Magic City Gospel is a love song to Birmingham, the Magic City of the South. In traditional forms and free verse poems, 2015 Rona Jaffe Writer's Award-winner Ashley M. Jones takes readers on a historical, geographical, cultural, and personal journey through her life and the life of her home state. This debut poetry collection is an exploration of race, identity, and history through the eyes of a black woman from Alabama. From De Soto's "discovery" of Alabama to George Wallace's infamous stance in the schoolhouse door, to the murders of black men like Trayvon Martin and Eric Garner in modern America, Magic City Gospel weaves its story through time, weaving Jones' personal history with the troubled, triumphant, and complicated history of Birmingham, and of Alabama at large. In Magic City Gospel's pages, you'll find that "gold is laced in Alabama's teeth," but you will also see the dark underbelly of a state and a city with a storied past, and a woman whose history is inextricably linked to that past.
Ashley M. Jones received an MFA from Florida International University. She was a finalist in Hub City Press’ New Southern Voices Contest, Crab Orchard Series in Poetry First Book Award Contest, and the National Poetry Series. Her work has been published by the Academy of American Poets, pluck!, PMSPoemMemoirStory, Prelude, Kinfolks Quarterly, and other journals. She received a 2015 Rona Jaffe Foundation Writer’s Award and a 2015 B-Metro Magazine Fusion Award. She is an editor of [PANK] Magazine, and she teaches creative writing at the Alabama School of Fine Arts.
Hour of the Ox received the 2015 AWP Donald Hall Prize for Poetry, selected by Crystal Ann Williams, who called it "a timeless collection written by a poet of exceptional talent and grace, a voice as tough as it is tender." Cancio-Bello examines the multiplicity of distance, wanderlust, and grief at the intersection between filial and cultural responsibility. Desires are sloughed off, replaced by new ones, re-cultivated as mythos. These poems offer a complex and necessary new perspective on the elegiac immigrant song.
Marci Calabretta Cancio-Bello is the author of Hour of the Ox (University of Pittsburgh, 2016), which won the 2015 Donald Hall Prize for Poetry and the 2016 Florida Book Awards bronze medal, and the chapbook Last Train to the Midnight Market (Finishing Line Press, 2013).
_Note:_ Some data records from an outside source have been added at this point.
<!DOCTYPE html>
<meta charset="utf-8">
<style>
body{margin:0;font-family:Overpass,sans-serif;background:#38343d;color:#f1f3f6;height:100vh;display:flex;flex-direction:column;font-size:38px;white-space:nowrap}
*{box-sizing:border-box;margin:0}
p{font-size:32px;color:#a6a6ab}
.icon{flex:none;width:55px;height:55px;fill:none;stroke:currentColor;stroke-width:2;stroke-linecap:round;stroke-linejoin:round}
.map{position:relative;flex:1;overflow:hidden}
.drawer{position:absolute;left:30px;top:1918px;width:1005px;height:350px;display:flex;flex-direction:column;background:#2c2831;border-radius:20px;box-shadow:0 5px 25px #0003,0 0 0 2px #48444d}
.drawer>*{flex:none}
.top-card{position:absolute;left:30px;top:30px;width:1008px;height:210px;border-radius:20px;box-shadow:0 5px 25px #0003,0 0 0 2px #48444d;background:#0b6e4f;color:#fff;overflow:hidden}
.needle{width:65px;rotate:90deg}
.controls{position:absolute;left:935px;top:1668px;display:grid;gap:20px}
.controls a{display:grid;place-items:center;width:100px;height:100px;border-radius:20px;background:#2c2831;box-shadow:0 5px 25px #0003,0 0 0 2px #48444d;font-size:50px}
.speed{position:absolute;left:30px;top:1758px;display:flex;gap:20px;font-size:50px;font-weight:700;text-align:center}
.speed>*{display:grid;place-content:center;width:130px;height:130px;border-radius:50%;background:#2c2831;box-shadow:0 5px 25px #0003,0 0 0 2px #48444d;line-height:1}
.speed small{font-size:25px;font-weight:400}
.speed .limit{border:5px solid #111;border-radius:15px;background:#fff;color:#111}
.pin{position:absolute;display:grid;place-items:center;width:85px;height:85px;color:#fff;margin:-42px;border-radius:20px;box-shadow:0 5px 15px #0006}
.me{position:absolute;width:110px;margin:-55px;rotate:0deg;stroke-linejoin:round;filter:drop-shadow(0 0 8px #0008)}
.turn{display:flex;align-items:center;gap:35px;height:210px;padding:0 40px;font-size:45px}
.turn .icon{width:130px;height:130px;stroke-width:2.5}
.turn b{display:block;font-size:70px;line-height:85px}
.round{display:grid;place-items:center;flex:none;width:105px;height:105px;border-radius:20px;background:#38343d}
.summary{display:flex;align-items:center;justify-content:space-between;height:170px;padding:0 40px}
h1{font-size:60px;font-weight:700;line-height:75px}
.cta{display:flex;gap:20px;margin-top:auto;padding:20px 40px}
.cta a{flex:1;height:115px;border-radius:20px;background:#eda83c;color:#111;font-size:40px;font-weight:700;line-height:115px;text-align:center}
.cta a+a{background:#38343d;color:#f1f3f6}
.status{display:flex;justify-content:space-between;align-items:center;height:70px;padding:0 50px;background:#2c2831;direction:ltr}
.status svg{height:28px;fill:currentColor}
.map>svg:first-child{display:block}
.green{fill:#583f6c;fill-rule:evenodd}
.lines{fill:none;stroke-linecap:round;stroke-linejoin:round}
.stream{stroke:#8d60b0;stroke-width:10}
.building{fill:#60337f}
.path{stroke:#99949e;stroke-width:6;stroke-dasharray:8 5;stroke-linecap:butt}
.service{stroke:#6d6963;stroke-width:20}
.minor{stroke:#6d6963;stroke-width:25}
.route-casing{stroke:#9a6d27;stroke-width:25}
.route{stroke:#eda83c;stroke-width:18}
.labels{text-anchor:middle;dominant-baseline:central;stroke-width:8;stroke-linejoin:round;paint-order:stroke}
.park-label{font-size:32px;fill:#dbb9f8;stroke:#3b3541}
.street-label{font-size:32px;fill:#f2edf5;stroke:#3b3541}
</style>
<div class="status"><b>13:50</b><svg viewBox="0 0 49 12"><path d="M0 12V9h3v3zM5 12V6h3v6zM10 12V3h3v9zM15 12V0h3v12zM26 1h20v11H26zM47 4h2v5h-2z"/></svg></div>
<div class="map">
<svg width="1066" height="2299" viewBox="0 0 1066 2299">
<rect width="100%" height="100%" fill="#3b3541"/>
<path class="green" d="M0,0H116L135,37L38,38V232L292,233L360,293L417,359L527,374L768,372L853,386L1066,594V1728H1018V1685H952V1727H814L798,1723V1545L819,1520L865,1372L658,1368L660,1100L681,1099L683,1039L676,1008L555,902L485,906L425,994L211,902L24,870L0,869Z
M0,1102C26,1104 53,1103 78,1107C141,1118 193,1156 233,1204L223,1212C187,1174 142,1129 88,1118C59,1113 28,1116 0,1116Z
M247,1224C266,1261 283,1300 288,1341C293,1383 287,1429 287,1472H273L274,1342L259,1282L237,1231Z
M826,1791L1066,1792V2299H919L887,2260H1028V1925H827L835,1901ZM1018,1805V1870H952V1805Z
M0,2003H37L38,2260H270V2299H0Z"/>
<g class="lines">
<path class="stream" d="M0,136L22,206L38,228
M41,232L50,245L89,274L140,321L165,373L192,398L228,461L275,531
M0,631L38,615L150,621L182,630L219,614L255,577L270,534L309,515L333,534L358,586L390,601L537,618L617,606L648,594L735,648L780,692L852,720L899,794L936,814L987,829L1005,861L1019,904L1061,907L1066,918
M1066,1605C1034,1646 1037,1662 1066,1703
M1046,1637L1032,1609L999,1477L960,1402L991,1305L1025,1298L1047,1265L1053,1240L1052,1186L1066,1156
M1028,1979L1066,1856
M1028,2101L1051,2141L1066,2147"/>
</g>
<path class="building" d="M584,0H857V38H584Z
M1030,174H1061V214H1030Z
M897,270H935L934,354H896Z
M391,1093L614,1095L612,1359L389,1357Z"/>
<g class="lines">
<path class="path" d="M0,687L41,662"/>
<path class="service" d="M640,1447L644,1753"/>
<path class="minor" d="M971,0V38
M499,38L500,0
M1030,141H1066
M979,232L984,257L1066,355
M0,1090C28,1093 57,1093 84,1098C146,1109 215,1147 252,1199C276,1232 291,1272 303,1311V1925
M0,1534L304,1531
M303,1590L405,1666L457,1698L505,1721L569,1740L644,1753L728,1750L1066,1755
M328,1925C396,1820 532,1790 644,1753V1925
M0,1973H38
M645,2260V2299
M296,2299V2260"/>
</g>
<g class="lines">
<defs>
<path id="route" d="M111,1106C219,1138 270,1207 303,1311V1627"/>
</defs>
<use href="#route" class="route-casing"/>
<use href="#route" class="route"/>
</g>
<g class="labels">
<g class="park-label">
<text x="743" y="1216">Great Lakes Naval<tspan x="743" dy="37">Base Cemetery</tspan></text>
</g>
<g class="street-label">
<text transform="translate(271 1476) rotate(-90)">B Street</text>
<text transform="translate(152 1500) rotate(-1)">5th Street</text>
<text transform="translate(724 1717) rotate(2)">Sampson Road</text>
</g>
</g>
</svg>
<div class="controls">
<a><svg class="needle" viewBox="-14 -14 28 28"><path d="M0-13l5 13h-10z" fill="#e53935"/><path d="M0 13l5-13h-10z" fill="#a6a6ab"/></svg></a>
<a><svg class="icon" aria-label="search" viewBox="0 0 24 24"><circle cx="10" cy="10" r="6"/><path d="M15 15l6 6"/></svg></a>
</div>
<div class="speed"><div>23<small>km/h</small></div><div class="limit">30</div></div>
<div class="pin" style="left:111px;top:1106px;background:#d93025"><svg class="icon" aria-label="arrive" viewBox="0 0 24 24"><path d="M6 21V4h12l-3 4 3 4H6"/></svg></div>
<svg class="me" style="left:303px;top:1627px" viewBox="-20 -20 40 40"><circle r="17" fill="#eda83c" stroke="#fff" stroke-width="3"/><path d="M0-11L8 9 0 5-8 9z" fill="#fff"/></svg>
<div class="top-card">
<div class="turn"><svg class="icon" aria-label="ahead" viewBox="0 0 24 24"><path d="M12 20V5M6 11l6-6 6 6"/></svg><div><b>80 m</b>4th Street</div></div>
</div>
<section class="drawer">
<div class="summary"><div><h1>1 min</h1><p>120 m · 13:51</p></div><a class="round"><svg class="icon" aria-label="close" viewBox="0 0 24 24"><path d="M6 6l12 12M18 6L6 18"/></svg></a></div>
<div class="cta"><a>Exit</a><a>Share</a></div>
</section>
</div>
She serves as cofounding editor for Print-Oriented Bastards, producer for The Working Poet Radio Show, and a program coordinator for Miami Book Fair.
Cancio-Bello is the recipient of a Kundiman Asian American Poetry Fellowship, a John S. and James L. Knight Fellowship, and two Academy of American Poets Prizes. She holds degrees from Florida International University (MFA, Creative Writing) and Carnegie Mellon University (BA, English and Creative Writing). Her work has appeared in Best New Poets, december, The Georgia Review, The New York Times, and more.
Day of Clean Brightness reminds us of all of our many commonalities-the true complexity within our relationships with our parents and children, the deeply felt love and grief after loss, suffering and the unforgiving nature of disease. Life is lived in "the body/with its humors, intimate oils, the skin's/wavering-bits of inessential/growth in delicate folds." How do we nurture bonds despite physical distance and the distance of time? For the author, it begins internally and manifests in poem after poem. She imagines the maternal grandmother she has never met going "out into the night, midwife...striding with a purpose," addresses the friend who is rumored to have died, "my colleague of cellos,/ stand partner, fellow cat lover, griever of mothers, mother/of daughters." When helpless before her mother's pain, she "clasp[s] hands, send[s] love/down [her] arm." Day of Clean Brightness is an act of will "to honor those we love because that's all we have left.
Jane Lin is a poet and a software engineer for an environmental consulting company. She studied under Denise Levertov at Stanford University and received her MFA from New York University’s Creative Writing Program where she was a New York Times Company Foundation Creative Writing Fellow. Her poem “Signs and Portents” was transformed into an art song by Emmy Award-winning composer Glen Roven for his composition “The Santa Fe Songs” for soprano and piano and appears on Talise Trevigne’s album At the Statue of Venus. Her honors include a Kundiman fellowship and scholarships from Bread Loaf Writers’ Conference and Taos Summer Writers’ Conference. For many years she taught creative writing at UNM-Los Alamos and facilitated the Mesa Public Library Poetry Gathering series. Jane lives in Northern New Mexico with her husband, daughter, and three cats. She was born and raised on Long Island, NY.